Given the rarity of IBC, few prospective randomized clinical trials have included patients with IBC. The current treatment sequence for IBC is systemic chemotherapy and anti-HER2 therapy for patients with HER2-positive cancer, followed by mastectomy and axillary lymph node dissection, post-mastectomy radiotherapy to the chest wall and regional lymph nodes, and endocrine therapy if applicable (17). A large population-based study comparing multidisciplinary therapy for IBC and non-inflammatory, locally advanced breast cancer found that the application of multidisciplinary therapy improved the survival of patients with IBC (18). Nahleh et al. compared the combination of weekly nab-paclitaxel and bevacizumab followed by dose-dense doxorubicin and cyclophosphamide (AC) to nab-paclitaxel alone followed or preceded by AC as neoadjuvant treatment for HER2-negative locally advanced breast cancer or IBC (19).

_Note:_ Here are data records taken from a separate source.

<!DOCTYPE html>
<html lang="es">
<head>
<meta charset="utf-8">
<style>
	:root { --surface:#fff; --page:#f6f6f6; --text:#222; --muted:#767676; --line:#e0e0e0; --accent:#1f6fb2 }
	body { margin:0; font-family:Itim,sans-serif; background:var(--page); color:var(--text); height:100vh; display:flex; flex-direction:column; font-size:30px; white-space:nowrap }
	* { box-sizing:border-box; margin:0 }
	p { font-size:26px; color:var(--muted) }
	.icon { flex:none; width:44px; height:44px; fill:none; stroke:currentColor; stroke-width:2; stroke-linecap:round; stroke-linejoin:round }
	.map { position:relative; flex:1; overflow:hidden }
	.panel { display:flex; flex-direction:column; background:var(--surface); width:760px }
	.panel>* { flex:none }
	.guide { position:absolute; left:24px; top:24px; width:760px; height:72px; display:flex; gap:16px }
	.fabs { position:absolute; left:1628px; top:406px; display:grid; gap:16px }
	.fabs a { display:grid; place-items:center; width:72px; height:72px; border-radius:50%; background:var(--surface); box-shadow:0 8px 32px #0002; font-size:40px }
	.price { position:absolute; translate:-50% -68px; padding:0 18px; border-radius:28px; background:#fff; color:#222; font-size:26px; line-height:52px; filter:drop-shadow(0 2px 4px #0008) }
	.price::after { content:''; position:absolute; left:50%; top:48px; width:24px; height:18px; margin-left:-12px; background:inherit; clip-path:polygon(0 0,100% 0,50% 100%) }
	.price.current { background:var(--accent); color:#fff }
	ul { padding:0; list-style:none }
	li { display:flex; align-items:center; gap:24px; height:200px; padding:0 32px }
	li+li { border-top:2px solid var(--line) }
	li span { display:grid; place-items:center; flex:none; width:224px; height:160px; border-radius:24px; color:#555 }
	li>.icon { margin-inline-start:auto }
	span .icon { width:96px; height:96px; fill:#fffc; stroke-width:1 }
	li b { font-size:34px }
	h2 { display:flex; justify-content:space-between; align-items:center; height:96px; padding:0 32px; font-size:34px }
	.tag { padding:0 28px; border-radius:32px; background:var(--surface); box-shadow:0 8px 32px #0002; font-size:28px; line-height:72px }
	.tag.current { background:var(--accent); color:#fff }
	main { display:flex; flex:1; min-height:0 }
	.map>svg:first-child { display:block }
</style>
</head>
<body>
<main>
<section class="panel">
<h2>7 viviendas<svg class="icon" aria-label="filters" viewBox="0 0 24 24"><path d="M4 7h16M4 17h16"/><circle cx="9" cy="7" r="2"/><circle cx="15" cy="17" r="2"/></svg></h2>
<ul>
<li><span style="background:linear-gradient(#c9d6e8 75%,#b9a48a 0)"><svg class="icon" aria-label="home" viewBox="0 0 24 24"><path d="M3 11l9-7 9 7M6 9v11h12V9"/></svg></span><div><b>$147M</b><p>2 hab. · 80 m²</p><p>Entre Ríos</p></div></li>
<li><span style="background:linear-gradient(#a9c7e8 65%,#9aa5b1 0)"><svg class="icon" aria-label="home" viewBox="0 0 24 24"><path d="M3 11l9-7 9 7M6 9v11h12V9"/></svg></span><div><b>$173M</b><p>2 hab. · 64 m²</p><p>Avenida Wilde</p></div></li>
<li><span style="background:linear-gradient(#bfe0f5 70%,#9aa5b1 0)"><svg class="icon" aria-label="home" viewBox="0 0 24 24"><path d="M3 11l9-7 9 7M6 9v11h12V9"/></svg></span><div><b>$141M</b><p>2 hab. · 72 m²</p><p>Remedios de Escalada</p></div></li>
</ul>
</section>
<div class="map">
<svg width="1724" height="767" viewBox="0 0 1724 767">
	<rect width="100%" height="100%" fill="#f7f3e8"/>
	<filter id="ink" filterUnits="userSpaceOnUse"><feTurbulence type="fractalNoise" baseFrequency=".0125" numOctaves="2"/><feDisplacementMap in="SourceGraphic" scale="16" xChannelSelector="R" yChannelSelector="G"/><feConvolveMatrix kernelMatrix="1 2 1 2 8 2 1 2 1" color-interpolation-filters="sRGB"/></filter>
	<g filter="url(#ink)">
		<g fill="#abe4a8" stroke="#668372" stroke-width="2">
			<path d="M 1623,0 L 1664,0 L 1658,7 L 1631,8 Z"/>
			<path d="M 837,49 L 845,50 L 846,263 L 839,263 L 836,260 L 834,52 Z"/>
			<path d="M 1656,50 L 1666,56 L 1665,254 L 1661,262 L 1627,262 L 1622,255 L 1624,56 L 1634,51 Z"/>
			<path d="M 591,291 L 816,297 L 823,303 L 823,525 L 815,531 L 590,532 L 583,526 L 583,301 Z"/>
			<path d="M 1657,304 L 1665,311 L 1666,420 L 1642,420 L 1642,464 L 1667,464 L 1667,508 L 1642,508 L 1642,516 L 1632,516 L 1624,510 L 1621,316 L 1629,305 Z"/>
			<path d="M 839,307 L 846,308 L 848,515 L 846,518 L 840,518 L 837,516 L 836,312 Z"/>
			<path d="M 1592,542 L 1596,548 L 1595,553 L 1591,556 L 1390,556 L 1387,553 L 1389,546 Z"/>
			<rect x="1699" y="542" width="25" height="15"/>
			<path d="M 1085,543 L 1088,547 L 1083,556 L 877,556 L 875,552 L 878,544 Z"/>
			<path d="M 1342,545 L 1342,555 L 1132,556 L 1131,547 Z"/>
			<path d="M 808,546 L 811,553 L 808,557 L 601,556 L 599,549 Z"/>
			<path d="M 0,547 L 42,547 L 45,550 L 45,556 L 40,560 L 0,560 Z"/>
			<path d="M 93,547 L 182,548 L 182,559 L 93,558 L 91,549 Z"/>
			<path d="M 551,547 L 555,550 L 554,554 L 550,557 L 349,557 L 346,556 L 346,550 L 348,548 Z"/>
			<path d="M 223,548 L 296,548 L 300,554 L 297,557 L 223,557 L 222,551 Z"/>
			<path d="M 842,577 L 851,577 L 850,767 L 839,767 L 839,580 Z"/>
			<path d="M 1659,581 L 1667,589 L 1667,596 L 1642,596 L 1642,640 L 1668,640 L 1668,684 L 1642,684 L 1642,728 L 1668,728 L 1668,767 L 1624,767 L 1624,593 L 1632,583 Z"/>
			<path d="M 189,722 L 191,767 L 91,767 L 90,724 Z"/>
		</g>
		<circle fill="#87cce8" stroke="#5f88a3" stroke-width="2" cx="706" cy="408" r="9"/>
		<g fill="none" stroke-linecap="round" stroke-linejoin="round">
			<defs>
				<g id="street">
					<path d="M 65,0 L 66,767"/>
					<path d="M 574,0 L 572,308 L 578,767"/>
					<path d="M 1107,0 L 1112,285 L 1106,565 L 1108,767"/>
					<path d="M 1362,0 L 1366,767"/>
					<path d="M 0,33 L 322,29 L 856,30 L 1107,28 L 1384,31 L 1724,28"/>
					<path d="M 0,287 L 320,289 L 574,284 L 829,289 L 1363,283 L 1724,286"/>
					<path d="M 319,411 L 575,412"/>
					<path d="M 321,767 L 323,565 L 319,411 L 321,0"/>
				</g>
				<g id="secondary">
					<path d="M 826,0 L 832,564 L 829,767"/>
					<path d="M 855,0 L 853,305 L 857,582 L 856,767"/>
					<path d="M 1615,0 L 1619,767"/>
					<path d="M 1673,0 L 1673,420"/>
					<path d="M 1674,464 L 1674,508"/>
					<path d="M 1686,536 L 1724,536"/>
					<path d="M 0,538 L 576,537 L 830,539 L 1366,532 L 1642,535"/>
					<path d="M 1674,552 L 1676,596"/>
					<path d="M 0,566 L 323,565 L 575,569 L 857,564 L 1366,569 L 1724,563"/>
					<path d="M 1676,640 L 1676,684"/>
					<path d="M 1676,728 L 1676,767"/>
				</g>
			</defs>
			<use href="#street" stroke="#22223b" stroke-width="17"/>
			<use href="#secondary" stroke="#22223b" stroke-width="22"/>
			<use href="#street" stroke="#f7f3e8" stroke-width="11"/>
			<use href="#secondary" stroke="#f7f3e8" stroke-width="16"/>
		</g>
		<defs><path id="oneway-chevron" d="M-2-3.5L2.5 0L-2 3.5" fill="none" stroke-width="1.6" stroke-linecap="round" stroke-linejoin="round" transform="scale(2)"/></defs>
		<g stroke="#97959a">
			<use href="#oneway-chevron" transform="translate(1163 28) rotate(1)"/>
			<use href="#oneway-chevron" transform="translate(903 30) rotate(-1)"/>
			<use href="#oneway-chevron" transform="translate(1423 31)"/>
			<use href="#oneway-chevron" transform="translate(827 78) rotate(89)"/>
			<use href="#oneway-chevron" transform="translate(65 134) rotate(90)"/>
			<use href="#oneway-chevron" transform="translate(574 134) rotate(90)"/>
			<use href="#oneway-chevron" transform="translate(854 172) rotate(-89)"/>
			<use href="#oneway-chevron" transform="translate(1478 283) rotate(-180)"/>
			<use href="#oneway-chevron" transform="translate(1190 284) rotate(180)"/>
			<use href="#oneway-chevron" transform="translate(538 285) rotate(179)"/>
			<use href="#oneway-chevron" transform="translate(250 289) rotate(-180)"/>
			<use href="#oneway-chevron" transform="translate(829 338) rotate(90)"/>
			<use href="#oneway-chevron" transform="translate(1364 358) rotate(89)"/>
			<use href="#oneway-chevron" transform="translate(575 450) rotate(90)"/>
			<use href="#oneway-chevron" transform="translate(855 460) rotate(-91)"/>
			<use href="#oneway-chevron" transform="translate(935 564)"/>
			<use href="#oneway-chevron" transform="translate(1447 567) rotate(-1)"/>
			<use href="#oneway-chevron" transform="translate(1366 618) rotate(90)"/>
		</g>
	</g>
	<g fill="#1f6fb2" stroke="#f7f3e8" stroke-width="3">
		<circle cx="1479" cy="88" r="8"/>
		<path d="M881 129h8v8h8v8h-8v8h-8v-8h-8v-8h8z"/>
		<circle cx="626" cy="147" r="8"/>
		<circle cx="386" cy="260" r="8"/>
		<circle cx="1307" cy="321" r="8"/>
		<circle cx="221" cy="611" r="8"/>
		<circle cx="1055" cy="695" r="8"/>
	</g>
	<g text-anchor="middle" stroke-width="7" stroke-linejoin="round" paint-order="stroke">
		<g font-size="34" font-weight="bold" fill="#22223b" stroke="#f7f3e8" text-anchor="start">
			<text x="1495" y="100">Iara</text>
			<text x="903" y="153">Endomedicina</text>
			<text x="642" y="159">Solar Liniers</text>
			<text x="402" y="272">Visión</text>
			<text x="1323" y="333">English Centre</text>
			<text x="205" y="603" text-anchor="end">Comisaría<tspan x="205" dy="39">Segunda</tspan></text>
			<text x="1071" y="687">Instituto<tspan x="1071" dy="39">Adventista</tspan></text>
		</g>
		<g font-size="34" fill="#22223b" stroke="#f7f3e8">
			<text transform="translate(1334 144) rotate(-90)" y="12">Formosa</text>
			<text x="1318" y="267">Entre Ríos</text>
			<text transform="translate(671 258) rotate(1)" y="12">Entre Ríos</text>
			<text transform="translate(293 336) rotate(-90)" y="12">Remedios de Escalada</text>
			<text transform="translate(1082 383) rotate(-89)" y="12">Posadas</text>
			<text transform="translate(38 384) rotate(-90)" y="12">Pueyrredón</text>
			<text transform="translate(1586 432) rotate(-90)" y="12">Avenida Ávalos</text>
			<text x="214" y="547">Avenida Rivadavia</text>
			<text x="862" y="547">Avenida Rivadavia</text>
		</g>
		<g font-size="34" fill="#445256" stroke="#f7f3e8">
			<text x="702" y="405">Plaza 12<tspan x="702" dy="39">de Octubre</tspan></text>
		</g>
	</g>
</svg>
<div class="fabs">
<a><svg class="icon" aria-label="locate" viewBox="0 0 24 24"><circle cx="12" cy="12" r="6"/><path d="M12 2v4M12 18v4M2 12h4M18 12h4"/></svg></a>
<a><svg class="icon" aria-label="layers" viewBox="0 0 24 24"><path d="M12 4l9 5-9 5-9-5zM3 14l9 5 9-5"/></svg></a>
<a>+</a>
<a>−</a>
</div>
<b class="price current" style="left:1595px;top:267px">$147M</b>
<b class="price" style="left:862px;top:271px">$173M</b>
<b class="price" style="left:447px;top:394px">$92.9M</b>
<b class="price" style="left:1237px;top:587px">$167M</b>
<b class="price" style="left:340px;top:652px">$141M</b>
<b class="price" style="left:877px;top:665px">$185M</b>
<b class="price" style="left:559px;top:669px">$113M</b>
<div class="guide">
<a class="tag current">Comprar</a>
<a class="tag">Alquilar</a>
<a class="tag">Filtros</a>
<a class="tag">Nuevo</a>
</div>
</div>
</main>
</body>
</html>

Among the 24 patients with IBC, the pCR rate was higher in the patients treated with the bevacizumab regimen than in those treated without bevacizumab (30% vs. 14%). However, the difference was not significant in this small patient subset. Bevacizumab may be a useful option for the treatment of IBC. Another study compared intense dose-dense sequential chemotherapy to conventionally-dosed chemotherapy among women with high-risk primary breast cancer, including a subgroup analysis of patients with IBC (20). Among 101 patients with IBC, no difference was observed in the pCR rate between intense dose-dense sequential chemotherapy (12%) and conventionally-dosed chemotherapy (10%); the disease-free survival and overall survival rates were similar for both treatment arms. Although the efficacy of dose-dense treatment in IBC is not clear, increasing the dose intensity of adjuvant chemotherapy moderately reduces the 10-year risk of recurrence and breast cancer-related mortality for most patients with non-IBC (21). In our case, the patient received dose-dense EC followed by weekly paclitaxel and was able to undergo complete resection and nearly achieve pCR.

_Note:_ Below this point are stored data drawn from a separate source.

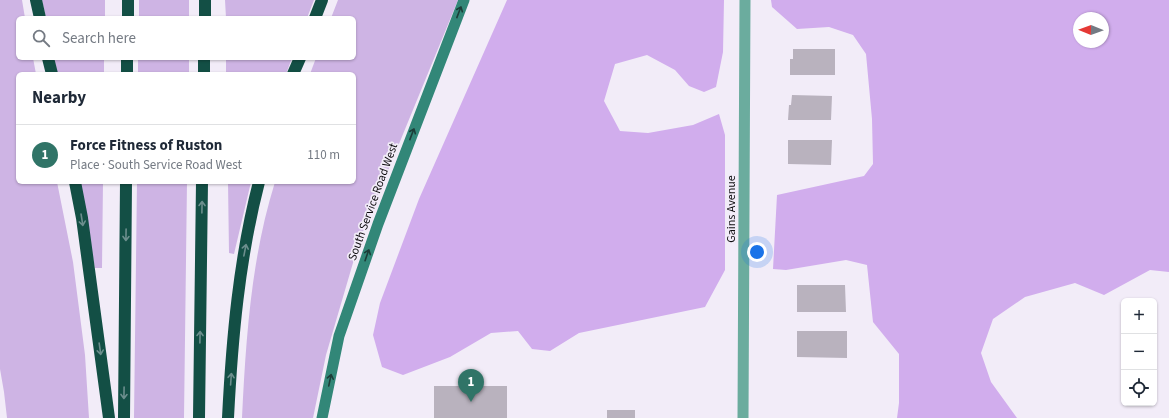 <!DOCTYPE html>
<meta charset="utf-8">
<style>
body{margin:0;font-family:"Source Sans 3",sans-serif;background:#f2f2f3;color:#1f2937}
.controls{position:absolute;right:12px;bottom:12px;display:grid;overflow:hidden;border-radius:6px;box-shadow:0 1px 3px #0004}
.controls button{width:36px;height:36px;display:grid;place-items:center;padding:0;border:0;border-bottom:1px solid #e0e1e3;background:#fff;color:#1f2937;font:20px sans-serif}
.compass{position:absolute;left:1073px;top:12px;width:36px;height:36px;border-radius:50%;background:#fff;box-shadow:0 1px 3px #0004;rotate:271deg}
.you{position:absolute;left:757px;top:252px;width:14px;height:14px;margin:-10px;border:3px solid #fff;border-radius:50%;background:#1a73e8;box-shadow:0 0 0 6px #1a73e833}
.badge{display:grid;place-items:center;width:26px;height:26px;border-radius:50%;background:#307467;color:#fff;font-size:13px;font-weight:700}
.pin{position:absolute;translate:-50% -33px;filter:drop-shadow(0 1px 2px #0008)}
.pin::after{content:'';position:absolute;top:21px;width:14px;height:12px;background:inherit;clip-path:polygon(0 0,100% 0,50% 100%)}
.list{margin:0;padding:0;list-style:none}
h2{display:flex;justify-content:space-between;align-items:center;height:52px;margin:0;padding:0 16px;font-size:17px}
h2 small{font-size:13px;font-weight:400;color:#747a83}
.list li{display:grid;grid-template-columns:26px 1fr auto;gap:12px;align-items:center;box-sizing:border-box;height:60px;padding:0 16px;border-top:1px solid #e0e1e3}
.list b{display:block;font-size:15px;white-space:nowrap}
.list p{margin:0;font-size:13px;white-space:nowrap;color:#747a83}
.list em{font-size:13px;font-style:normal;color:#747a83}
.icon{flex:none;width:22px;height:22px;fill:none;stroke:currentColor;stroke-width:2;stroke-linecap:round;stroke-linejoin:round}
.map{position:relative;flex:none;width:1169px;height:418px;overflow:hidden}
.search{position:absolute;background:#fff;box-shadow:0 1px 3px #0004;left:16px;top:16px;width:340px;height:44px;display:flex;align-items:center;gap:10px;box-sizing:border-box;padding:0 14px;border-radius:6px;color:#747a83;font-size:15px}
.panel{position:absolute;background:#fff;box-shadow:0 1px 3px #0004;left:16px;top:72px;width:340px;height:112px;border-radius:6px}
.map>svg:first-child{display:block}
</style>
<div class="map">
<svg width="1169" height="418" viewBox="0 0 1169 418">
<rect width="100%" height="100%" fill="#f2ecf8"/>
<!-- green -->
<path fill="#ceb4e4" d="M0,0h22l3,18h-7v40h15l3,16h-18v108h39l16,80 12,93 4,63h-82l-3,-26 -4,-23z
M42,0h63v18h-59z
M139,0h50v18h-50z
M225,0h89l-7,18h-81z
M338,0h120l-98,239 -34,116 -13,63h-71c4,-80 9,-159 33,-236h79v-108h-44l6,-16h38v-40h-23z
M54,58h50v16h-47z
M138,58h51v16h-51z
M226,58h66l-6,16h-60z
M78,182h25l-1,86h-7z
M137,182h50l-3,236h-50z
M228,182h23l-17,72 -5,-1z"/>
<!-- forest -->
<path fill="#d1aded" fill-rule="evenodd" d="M507,0h217l-1,52 -7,35 -12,5 -15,-6 -14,-16 -28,-15 -32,9 -11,37 16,30 28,2 45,-8 26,-11 6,21v135l-20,37 -126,26 -29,18 -18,-2 -14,-18 -27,2 -41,24 -47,18 -21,-8 -9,-32 7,-32 39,-104z
M771,0h398v272l-19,-2 -46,25 -29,-12 -50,14 -32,22 -12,34 10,29 26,36h-120l2,-15v-49l-26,-32 -6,-57 -21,-5 -60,10 -13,-1 4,-74 87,-19 9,-12 -1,-45 -6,-65 -13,-19 -24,-8 -32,2 -25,-22zM1079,18h24v24h-24z"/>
<!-- building -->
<path fill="#b9b2be" d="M793,49h42v26h-45v-16h3z
M792,95l40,1 -1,24h-43l1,-15h2z
M788,140h44l-1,25 -43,-1z
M797,285h48l1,27h-49z
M797,331h50v27l-50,-1z
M434,386h73v32h-73z
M607,410h28v8h-28z"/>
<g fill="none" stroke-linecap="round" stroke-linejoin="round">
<!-- minor -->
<path stroke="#6bac9e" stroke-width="11" d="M743,418l2,-418"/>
<!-- secondary -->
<path stroke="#328778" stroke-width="11" d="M322,418l17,-82 39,-112 86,-224"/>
<!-- motorway -->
<path stroke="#134f45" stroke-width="12" d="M36,0l4,18
M128,18v-18
M205,18v-18
M315,18l7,-18
M48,58l4,16
M127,74v-16
M204,74v-16
M293,74l7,-16
M75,182l7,36 27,200
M124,418l2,-236
M199,418l3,-236
M228,418c4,-79 11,-159 31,-236"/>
</g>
<!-- one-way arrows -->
<defs><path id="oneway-shaft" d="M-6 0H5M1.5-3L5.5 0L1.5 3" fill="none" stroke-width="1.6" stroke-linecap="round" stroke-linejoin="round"/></defs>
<g stroke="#1c3d38">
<use href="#oneway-shaft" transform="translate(459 12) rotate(-69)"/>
<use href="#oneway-shaft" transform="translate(412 134) rotate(-69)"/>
<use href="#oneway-shaft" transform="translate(367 255) rotate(-71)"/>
<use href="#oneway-shaft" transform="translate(330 380) rotate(-78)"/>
</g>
<g stroke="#6c8e8d">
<use href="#oneway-shaft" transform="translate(202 207) rotate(-89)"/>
<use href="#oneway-shaft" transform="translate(82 220) rotate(81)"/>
<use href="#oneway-shaft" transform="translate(126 235) rotate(91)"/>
<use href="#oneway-shaft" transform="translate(245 250) rotate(-79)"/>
<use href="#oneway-shaft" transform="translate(200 337) rotate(-89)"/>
<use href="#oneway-shaft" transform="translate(100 349) rotate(82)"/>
<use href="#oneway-shaft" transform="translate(231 379) rotate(-86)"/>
<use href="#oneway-shaft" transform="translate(124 393) rotate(91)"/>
</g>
<g text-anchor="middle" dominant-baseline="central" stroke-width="3.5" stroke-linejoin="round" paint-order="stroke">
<!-- street labels -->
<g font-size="12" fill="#0d0b0e" stroke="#f2ecf8">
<text transform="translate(373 202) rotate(-70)">South Service Road West</text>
<text transform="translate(731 209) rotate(-90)">Gains Avenue</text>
</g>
</g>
</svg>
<div class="controls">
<button>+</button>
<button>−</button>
<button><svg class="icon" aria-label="locate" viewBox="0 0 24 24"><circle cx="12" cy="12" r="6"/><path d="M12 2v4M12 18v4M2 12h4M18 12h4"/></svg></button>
</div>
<svg class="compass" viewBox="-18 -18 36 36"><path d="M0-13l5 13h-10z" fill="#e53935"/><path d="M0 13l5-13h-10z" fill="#747a83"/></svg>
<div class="you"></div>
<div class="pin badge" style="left:471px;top:402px">1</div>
<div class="search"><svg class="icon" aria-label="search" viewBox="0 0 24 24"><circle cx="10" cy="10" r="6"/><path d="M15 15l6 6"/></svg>Search here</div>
<section class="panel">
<h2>Nearby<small></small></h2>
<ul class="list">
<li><span class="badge">1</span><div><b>Force Fitness of Ruston</b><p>Place · South Service Road West</p></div><em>110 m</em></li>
</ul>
</section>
</div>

In conclusion, a patient with bilateral IBC was successfully treated with induction dose-dense chemotherapy, underwent surgery, and nearly achieved pCR. Although it is difficult to treat IBC, an early diagnosis and multidisciplinary treatment based on the subtype and current treatment recommendations for non-IBC may improve the prognosis of IBC patients.

This case report was approved by the Nagasaki University Hospital Clinical Research Ethical Committee. This study was conducted in accordance with the Declaration of Helsinki (1964).

Written informed consent for the publication of this case report and accompanying images was obtained from the patient. A copy of the written consent form is available for review by the Editor-in-Chief of this journal on request.

The authors state that they have no Conflict of Interest (COI).

Yuta Kawaguchi and Sayaka Kuba contributed equally to this work.